# sakakibara mocking dana, silvia, and ufc...



## DrVanNostrand (Sep 27, 2006)

JPN MMA News-from SAMURAI nation - DSE president mock UFC.....Tim Silvia run away from Fedor?

found this link and its kinda engrishy, but you kind of get the gist of it...can anyone verify that this interview with sakakibara is authentic/accurate? it seems like he is blatantly and disrespectfully calling out dana and all of his fighters which he usually doesnt do...this is a definite change from saka's usual professional and respectful tone...maybe something got lost in translation?


----------



## Kameleon (Apr 20, 2006)

*So true. White is afraid of Pride because he can't control what's going on. I would love for Silva, Mirko, or Fedor to fight in November in the UFC. Pride owns the UFC, hands down.*


----------



## asskicker (Aug 27, 2006)

I getting sick of both owner disrespect towards their rival organizations. Boths organizations are great and have top fighters. I just wish they could come to agreements and prove who is the best. Until then they should both shut up.


----------



## liveson777 (Aug 18, 2006)

*hahah*

i think more people should see this if its legit


----------



## slamjam (Sep 24, 2006)

Pride better than UFC or UFC better than pride is the stupidest arguement I have ever heard. I guess pride has more fighters in their roster. They have really good heavyweights and thats about it. All the other divisions are owned by UFC fighters. Again I am not saying one is better than the other. With the style of the ring I actually prefer the octagon over the pride ring. The only good thing with the pride ring is that the spectators get a better view but I would like to fight in an octagon over the pride ring. I agree with asskicker, Dont jump into conclusions before anything actually happens.


----------



## liveson777 (Aug 18, 2006)

*naw dude*

ur just flat out wrong


----------



## liveson777 (Aug 18, 2006)

*and i dont think its stupid*

they should pay attention to what they fans wanna see...


----------



## Borat Sagdiyev (Sep 19, 2006)

interview is so bad look likes it is wrote from my brothers porno addict retard baby


----------



## DrVanNostrand (Sep 27, 2006)

liveson777 said:


> i think more people should see this if its legit


exactly my thoughts...i hope dana out of all people come across it...



slamjam said:


> I guess pride has more fighters in their roster. They have really good heavyweights and thats about it. All the other divisions are owned by UFC fighters.

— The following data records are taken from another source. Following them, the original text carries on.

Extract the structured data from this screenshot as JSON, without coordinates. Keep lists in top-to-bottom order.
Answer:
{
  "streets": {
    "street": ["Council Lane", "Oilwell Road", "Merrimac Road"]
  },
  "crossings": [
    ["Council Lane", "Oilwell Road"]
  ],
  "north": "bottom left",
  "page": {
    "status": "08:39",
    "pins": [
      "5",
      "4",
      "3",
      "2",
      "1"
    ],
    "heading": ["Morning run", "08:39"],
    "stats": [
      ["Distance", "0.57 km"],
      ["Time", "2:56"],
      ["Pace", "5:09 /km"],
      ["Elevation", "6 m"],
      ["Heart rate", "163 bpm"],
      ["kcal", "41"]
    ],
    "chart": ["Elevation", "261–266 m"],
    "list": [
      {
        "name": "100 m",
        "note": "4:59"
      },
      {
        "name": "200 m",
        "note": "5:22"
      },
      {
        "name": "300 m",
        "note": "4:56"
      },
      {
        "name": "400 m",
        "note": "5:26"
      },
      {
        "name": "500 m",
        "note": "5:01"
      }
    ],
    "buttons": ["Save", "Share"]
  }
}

fedor and who? doesnt matter...FEDOR...

franklin is cool and a pretty good fighter, but silva would end up getting the best of him...

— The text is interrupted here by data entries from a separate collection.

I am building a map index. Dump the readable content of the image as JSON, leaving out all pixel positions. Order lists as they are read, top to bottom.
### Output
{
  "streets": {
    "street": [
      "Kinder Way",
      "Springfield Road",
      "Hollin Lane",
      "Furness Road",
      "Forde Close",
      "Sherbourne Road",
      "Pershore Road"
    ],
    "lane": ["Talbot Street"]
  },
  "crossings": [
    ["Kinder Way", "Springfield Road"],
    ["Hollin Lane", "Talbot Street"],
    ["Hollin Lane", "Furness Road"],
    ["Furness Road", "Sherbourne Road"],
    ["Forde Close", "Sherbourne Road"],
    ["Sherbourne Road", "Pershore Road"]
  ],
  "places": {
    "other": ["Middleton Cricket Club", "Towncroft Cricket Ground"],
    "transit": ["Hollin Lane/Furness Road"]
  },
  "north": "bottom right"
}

crocop and liddell? c'mon, seriously...

welterweight however, thats a different story...

and ufc doesnt even have a lightweight to compete with takanori...

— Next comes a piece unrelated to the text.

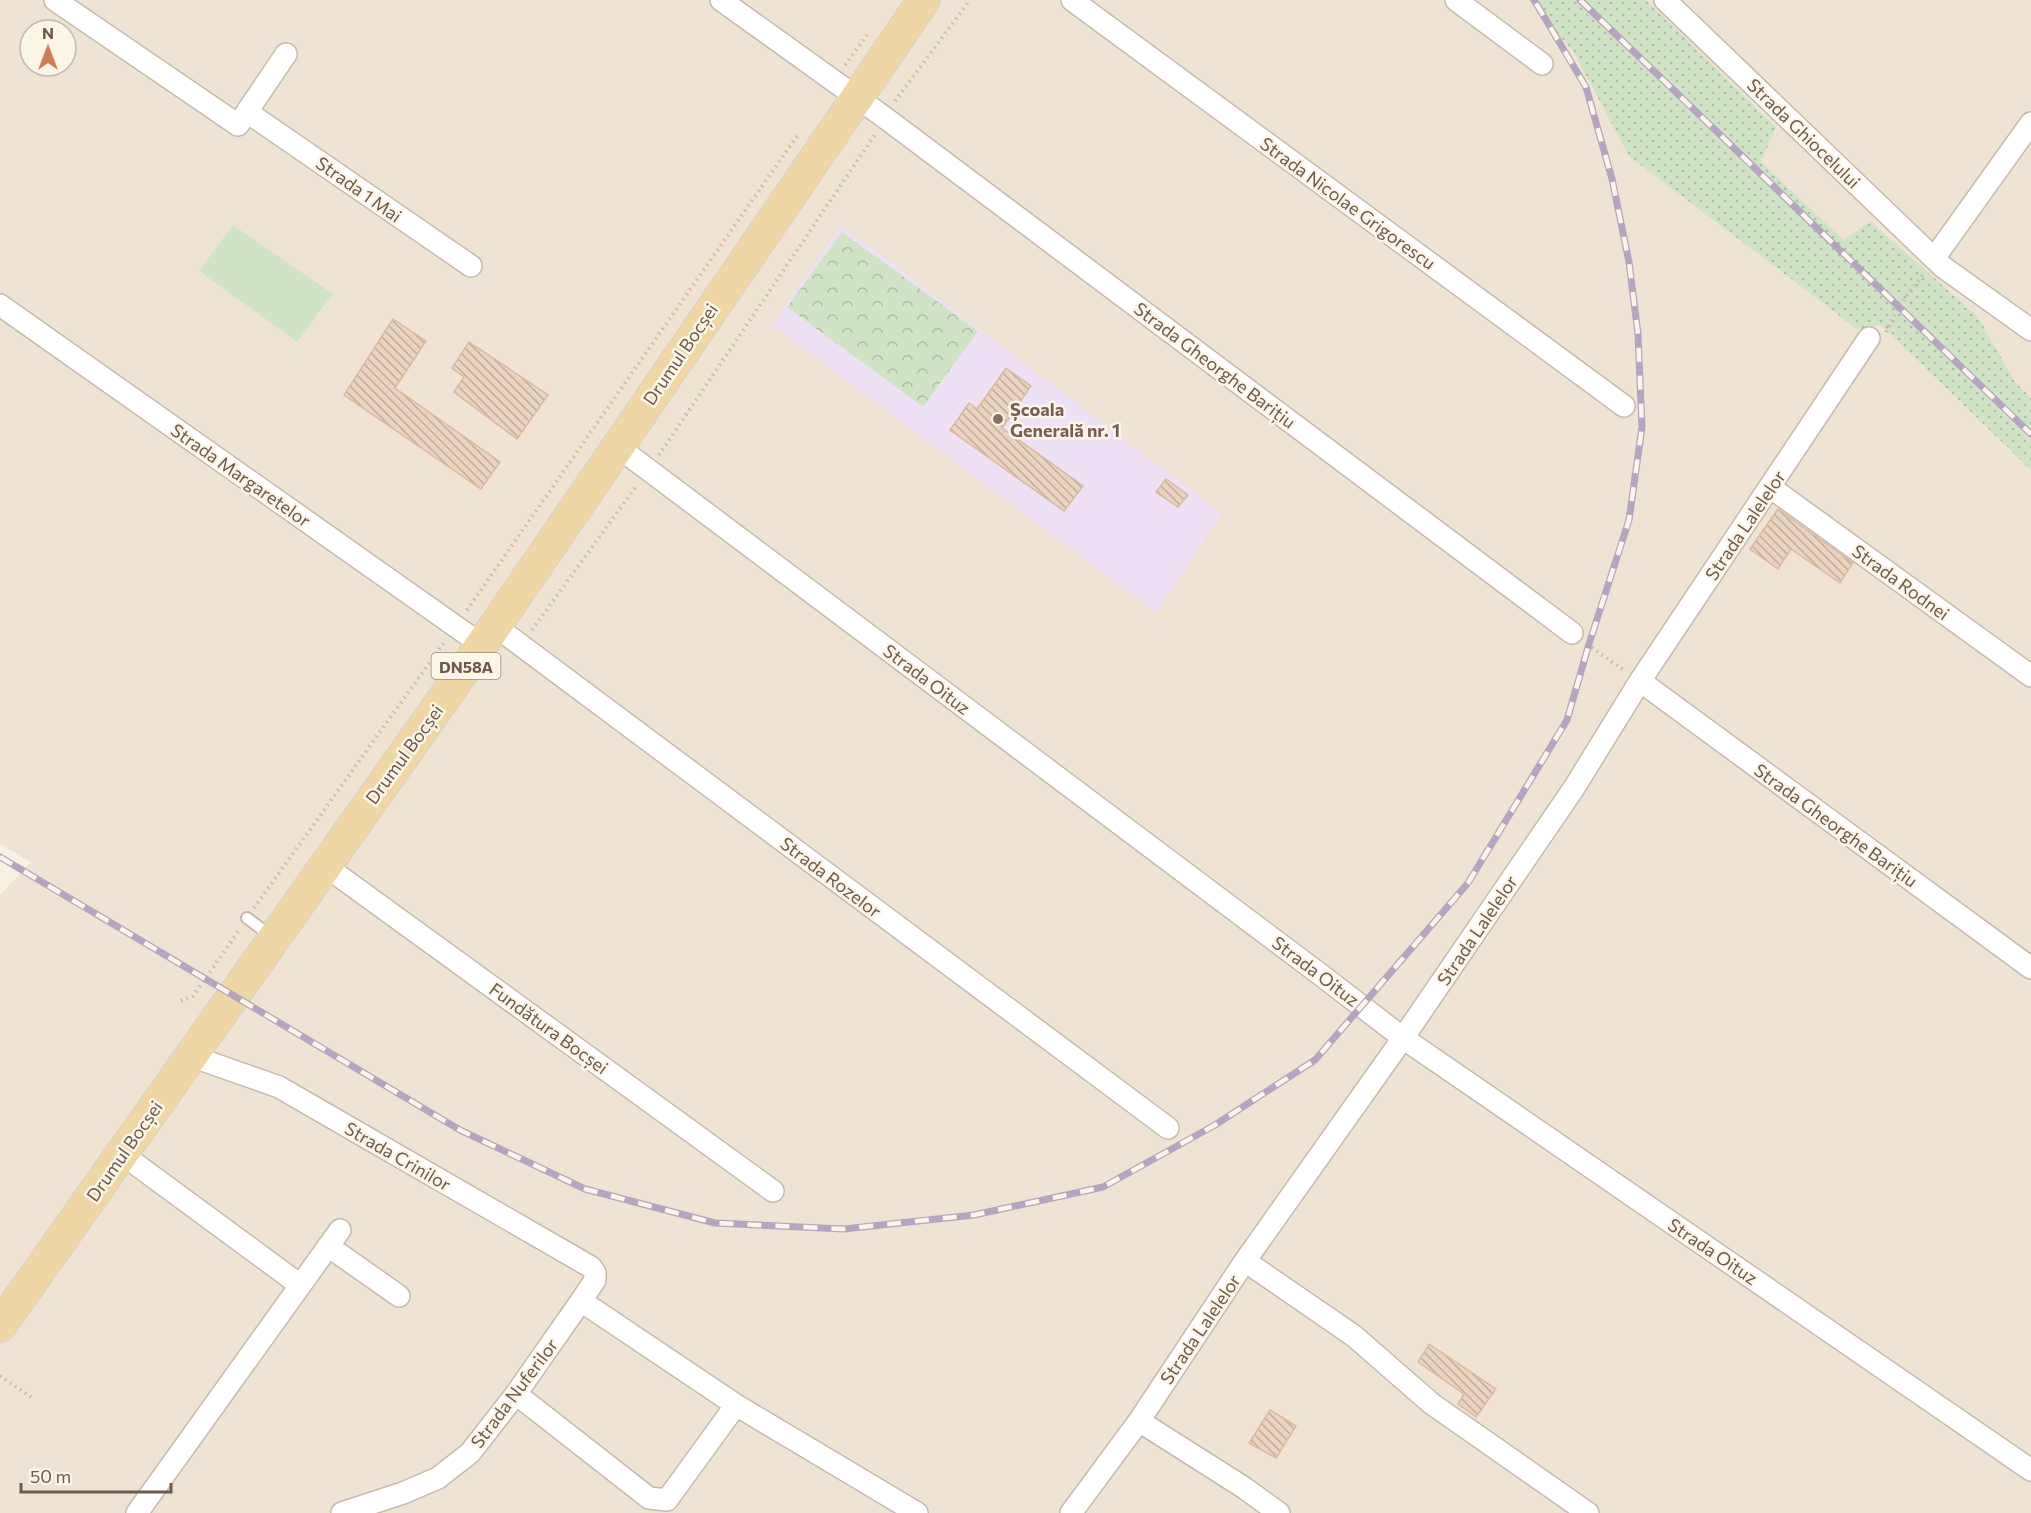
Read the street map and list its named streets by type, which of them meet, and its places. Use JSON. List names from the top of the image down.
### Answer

i still love UFC and enjoy watching it, but lets face reality...so many people wouldnt defend the superiority of pride if it really wasnt "better." your definition of "better" is up to you and thats where the argument usually lies...


----------



## liveson777 (Aug 18, 2006)

*i think u made great points*

you right i agree


----------



## slamjam (Sep 24, 2006)

DrVanNostrand said:


> exactly my thoughts...i hope dana out of all people come across it...
> 
> 
> fedor and who? doesnt matter...FEDOR...
> ...


crocop and liddell is a good one and we have to see. anyone against fedor is Fedor. welterweight and middle weight is UFC then. am I right?


----------



## Onganju (May 26, 2006)

The funny thing is that it is just an example of what Dana and Sakakibara say all the time about each other, just not necessarily always in front of a journalist. I'm not suprised that either organization feels that they are better than the other. Hell, they definitely have the fans debating over it.


----------



## Hawkdomination (Jul 25, 2006)

Franklin and Silva wouldn't fight, to big a difference in weight. Chuck probably wouldn't fight Crocop for the same reason. I would love to see a couple of Pride guys fight in the cage but I don't like the ring. To me it is a boxing ring and doesn't transfer well to mma. I am surprised about the talk of Wandy ko'ing Chuck after the Vitor and Tito fights. I've seen Wandy fight in pride a bunch but from what I've seen he is 0-2 in the ufc.


----------



## evilhomer (Jul 25, 2006)

Vitor and Tito were over 5 years ago, ALOT changes dude...


----------



## Hawkdomination (Jul 25, 2006)

It does change, but the interview made it seem like a for sure ko for Wandy. Noone can say that about this possible fight. Funny how UFC points the finger at pride and pride points the finger at ufc.


----------



## whale hunter (Aug 25, 2006)

pride has the better fighters hands down


----------



## cabby (Sep 15, 2006)

i think st.pierre would do well in pride


----------



## steveo412 (Sep 27, 2006)

Hawkdomination said:


> Franklin and Silva wouldn't fight, to big a difference in weight. Chuck probably wouldn't fight Crocop for the same reason. I would love to see a couple of Pride guys fight in the cage but I don't like the ring. To me it is a boxing ring and doesn't transfer well to mma. I am surprised about the talk of Wandy ko'ing Chuck after the Vitor and Tito fights. I've seen Wandy fight in pride a bunch but from what I've seen he is 0-2 in the ufc.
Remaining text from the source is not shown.